Das Amtsgericht Köln hat mit seinem Urteil gegen den Pharma-Produzenten Madaus deutlich gemacht: Steuerhinterziehung bei Parteispenden ist kein Kavaliersdelikt.

Von Hans Schueler

Wenn der Bundesfamilienminister und CDU-Generalsekretär Heiner Geißler eine politische Absicht lautstark dementiert, steht zu befürchten, daß er sie insgeheim hegt. Wir wissen das aus der Zeit vor und nach der Bundestagswahl vom März 1983. Damals hatte Geißler wiederholt versichert, eine Amnestie für Parteispender, die Steuern hinterzogen haben, und für die Spendenempfänger unter den Politikern komme überhaupt nicht in Frage; derlei Behauptungen seien frei erfunden. Als es dann im Lauf des Jahres dicke kam, als immer mehr Namen von Begünstigern und Günstlingen an die Öffentlichkeit drangen, immer raffiniertere Methoden der Geldwäsche ruchbar wurden, zauberten Kanzler Kohl und sein Adlatus Geißler ihren Amnestieplan fertig aus dem Hut, als hätte es nie ein Dementi gegeben. Sie erlitten damit eine Schlappe, weil der Koalitionspartner FDP, dessen Bundestagsfraktion schon mehrheitlich für das Unternehmen gewonnen war, unter dem Druck seiner Parteibasis abspringen mußte.
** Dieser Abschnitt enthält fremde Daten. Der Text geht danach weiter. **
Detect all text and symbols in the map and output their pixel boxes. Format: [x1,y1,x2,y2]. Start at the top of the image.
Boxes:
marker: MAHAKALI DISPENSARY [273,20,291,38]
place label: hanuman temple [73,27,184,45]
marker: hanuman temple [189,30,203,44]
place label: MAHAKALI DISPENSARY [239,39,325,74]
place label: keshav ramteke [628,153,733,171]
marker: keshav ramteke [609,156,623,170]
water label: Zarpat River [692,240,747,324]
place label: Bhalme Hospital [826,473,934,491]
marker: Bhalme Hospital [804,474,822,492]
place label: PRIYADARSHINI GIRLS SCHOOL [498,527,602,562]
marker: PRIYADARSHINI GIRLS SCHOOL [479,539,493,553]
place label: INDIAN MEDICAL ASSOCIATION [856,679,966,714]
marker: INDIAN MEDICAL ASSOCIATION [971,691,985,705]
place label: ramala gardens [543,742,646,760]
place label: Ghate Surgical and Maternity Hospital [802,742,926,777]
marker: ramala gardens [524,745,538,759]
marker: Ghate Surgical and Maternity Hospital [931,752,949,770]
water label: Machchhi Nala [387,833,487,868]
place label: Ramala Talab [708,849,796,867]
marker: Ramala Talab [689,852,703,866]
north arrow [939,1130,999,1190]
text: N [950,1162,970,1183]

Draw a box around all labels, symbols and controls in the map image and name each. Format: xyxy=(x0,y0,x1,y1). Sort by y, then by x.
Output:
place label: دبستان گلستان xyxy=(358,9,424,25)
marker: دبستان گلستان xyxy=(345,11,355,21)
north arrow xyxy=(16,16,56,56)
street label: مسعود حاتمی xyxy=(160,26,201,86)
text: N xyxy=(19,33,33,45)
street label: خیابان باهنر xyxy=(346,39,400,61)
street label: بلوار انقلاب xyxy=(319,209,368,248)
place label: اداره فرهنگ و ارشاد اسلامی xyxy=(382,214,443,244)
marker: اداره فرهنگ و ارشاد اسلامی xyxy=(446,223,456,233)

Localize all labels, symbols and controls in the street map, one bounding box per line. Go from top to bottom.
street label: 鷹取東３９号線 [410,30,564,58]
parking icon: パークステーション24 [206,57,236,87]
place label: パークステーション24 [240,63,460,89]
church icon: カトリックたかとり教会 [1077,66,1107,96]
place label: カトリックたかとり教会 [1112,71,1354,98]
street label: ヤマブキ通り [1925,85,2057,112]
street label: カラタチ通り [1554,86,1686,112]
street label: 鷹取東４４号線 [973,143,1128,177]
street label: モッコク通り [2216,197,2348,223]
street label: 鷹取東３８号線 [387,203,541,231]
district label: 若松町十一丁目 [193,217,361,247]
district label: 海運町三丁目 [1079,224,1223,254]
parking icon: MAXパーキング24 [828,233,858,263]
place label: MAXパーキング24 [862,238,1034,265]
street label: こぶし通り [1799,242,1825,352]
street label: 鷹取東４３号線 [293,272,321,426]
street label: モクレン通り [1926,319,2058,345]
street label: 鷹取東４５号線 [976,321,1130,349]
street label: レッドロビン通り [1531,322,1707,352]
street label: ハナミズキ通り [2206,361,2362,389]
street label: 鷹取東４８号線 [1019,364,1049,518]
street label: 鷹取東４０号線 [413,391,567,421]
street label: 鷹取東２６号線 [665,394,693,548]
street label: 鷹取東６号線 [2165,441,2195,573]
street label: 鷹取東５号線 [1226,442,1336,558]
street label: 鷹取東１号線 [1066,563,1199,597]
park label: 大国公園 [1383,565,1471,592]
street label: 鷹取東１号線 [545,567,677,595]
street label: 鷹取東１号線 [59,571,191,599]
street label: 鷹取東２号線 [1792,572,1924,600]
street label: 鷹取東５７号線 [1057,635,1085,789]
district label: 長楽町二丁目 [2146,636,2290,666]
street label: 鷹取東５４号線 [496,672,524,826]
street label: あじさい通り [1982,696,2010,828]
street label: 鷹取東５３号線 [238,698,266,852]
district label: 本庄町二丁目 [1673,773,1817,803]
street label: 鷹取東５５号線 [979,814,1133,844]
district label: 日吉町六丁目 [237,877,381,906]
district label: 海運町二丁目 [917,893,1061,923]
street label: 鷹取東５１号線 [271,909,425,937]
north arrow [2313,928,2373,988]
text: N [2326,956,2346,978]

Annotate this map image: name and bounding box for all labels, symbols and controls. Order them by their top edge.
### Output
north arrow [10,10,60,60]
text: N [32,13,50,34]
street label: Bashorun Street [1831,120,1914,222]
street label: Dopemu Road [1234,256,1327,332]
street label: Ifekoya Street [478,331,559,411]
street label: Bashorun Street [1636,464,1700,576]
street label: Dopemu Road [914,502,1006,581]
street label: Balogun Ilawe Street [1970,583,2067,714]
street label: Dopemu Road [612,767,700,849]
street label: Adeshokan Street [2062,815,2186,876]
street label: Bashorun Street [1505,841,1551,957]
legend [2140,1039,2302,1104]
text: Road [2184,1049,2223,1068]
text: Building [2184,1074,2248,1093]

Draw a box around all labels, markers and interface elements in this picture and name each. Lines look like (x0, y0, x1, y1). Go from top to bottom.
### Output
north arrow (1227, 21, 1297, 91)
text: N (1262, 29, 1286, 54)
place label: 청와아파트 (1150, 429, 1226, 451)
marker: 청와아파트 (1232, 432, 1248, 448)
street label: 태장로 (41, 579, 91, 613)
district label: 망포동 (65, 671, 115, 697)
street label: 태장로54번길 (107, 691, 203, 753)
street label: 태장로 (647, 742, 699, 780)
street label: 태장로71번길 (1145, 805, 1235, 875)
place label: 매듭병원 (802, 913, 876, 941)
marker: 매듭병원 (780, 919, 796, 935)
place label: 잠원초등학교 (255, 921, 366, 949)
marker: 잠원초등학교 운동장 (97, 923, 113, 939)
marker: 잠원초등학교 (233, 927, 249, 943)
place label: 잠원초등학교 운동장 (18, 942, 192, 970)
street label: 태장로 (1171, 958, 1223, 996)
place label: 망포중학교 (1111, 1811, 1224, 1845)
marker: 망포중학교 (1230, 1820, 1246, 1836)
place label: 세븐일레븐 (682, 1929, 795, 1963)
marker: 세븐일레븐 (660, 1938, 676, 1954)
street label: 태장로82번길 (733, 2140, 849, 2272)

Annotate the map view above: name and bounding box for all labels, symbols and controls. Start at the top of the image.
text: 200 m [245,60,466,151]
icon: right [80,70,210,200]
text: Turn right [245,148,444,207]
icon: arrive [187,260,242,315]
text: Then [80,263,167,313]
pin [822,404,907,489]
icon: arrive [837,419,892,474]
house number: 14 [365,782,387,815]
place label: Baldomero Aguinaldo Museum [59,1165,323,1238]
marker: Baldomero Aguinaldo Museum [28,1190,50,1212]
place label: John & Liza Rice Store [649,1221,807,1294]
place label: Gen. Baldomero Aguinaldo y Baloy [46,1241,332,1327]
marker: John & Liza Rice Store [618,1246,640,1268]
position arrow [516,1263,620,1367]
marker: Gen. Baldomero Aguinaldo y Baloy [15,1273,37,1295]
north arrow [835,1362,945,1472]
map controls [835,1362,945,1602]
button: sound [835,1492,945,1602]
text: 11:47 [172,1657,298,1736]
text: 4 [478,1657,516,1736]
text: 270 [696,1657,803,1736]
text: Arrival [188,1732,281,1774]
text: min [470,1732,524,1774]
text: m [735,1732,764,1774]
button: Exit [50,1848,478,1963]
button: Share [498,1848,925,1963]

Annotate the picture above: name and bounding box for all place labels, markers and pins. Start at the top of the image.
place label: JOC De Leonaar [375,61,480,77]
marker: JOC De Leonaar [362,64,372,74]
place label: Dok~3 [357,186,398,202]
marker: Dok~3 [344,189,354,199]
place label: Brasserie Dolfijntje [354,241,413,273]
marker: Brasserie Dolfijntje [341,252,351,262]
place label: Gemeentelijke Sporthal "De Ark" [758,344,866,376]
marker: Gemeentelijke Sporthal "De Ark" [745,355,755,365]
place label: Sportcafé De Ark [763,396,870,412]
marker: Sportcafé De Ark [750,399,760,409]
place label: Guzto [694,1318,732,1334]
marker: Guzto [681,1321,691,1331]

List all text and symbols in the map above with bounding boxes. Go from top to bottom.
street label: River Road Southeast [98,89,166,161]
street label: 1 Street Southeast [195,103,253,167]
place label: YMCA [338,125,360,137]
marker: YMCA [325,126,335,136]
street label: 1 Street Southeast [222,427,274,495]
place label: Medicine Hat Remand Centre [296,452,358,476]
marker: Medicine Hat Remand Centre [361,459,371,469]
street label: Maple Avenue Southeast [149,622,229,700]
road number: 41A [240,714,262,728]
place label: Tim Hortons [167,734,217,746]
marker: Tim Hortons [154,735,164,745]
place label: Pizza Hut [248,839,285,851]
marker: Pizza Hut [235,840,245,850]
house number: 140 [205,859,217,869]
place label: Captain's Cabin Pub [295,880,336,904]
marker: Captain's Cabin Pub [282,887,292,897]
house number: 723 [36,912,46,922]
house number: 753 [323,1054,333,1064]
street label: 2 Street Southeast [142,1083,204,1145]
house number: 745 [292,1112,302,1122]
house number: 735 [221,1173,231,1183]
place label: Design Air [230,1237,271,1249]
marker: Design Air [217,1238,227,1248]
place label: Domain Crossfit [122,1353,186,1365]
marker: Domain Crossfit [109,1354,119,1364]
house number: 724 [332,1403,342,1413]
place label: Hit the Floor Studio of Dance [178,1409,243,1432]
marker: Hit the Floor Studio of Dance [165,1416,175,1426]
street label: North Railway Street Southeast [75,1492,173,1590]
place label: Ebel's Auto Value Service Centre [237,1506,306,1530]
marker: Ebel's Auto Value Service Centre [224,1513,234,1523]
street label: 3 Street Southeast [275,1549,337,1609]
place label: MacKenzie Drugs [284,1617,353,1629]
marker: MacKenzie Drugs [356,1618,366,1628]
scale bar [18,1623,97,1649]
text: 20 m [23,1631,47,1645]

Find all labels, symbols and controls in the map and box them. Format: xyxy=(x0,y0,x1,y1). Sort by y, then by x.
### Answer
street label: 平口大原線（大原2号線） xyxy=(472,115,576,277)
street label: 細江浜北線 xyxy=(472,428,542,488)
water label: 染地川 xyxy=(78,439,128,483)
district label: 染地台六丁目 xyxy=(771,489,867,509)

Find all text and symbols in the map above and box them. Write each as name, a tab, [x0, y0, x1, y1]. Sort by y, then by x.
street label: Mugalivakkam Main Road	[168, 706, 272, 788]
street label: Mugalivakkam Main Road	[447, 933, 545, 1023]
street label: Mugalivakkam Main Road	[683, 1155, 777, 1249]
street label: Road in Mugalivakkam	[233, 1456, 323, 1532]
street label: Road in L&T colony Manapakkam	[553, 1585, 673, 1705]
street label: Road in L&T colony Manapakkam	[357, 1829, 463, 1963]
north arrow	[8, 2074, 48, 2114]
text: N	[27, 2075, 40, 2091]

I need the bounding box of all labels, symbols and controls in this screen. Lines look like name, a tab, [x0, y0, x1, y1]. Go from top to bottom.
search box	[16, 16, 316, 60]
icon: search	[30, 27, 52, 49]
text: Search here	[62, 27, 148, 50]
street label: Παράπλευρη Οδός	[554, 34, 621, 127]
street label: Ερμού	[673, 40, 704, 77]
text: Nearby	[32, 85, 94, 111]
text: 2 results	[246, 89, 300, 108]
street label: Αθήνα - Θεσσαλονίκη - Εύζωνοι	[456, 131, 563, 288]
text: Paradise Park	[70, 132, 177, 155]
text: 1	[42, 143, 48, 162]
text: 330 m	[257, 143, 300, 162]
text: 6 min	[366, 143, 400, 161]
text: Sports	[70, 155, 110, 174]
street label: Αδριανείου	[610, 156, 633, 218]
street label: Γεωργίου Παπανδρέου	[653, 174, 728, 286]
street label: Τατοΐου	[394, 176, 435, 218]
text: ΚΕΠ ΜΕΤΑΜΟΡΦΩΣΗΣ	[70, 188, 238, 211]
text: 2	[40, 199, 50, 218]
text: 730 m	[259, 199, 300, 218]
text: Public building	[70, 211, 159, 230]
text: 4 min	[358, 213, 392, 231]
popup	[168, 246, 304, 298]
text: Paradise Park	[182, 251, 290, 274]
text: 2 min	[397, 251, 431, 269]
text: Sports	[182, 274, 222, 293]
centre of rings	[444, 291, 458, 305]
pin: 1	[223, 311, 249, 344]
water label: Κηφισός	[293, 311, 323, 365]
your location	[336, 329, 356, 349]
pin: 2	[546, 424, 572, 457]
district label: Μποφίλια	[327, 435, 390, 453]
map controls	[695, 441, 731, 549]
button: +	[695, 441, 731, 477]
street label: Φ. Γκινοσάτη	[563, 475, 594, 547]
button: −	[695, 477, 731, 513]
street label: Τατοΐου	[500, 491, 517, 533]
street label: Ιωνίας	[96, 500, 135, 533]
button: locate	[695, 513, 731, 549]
Der Sozialdemokrat Jürgen Schmude, letzter Justizminister der sozial-liberalen Koalition, warnte in der denkwürdigen Bundestagsdebatte vom 24. Mai 1984: "Um es in einem Bild zu sagen, meine Damen und Herren: Der Anschlag ist abgewehrt, aber der Attentäter hat die Pistole nicht weggeworfen, sondern eingesteckt, um auf bessere Gelegenheit zu warten." Es könnte sein, daß Schmude recht behält.

Für den fortdauernden Vorsatz der CDU/CSU-Fraktion sprach damals schon die Aufrechterhaltung ihres Entschließungsantrages, zu prüfen, ob nicht eine Vorschrift nach dem Muster des britischen Contempt of Court in die deutsche Strafprozeßordnung aufgenommen werden solle, die es möglich machen würde, in Fällen publizistischer "Vorverurteilung" das gerichtliche Verfahren gegen den oder die Beschuldigten wegen "Mißachtung des Gerichts" einzustellen. Die Anklagen gegen die ehemaligen Wirtschaftsminister Friderichs und Graf Lambsdorff wegen passiver und gegen den früheren Flick-Generalbevollmächtigten von Brauchitsch wegen aktiver Bestechung könnten mit Hilfe eines passend formulierten Contempt-of-Court-Paragraphen durchaus noch vom Tisch gewischt werden. Die Hauptverhandlung brauchte dann gar nicht stattzufinden, die Angeklagten müßten nicht erst "spätestens in der zweiten Instanz freigesprochen" werden, wovon Geißler sich überzeugt gibt.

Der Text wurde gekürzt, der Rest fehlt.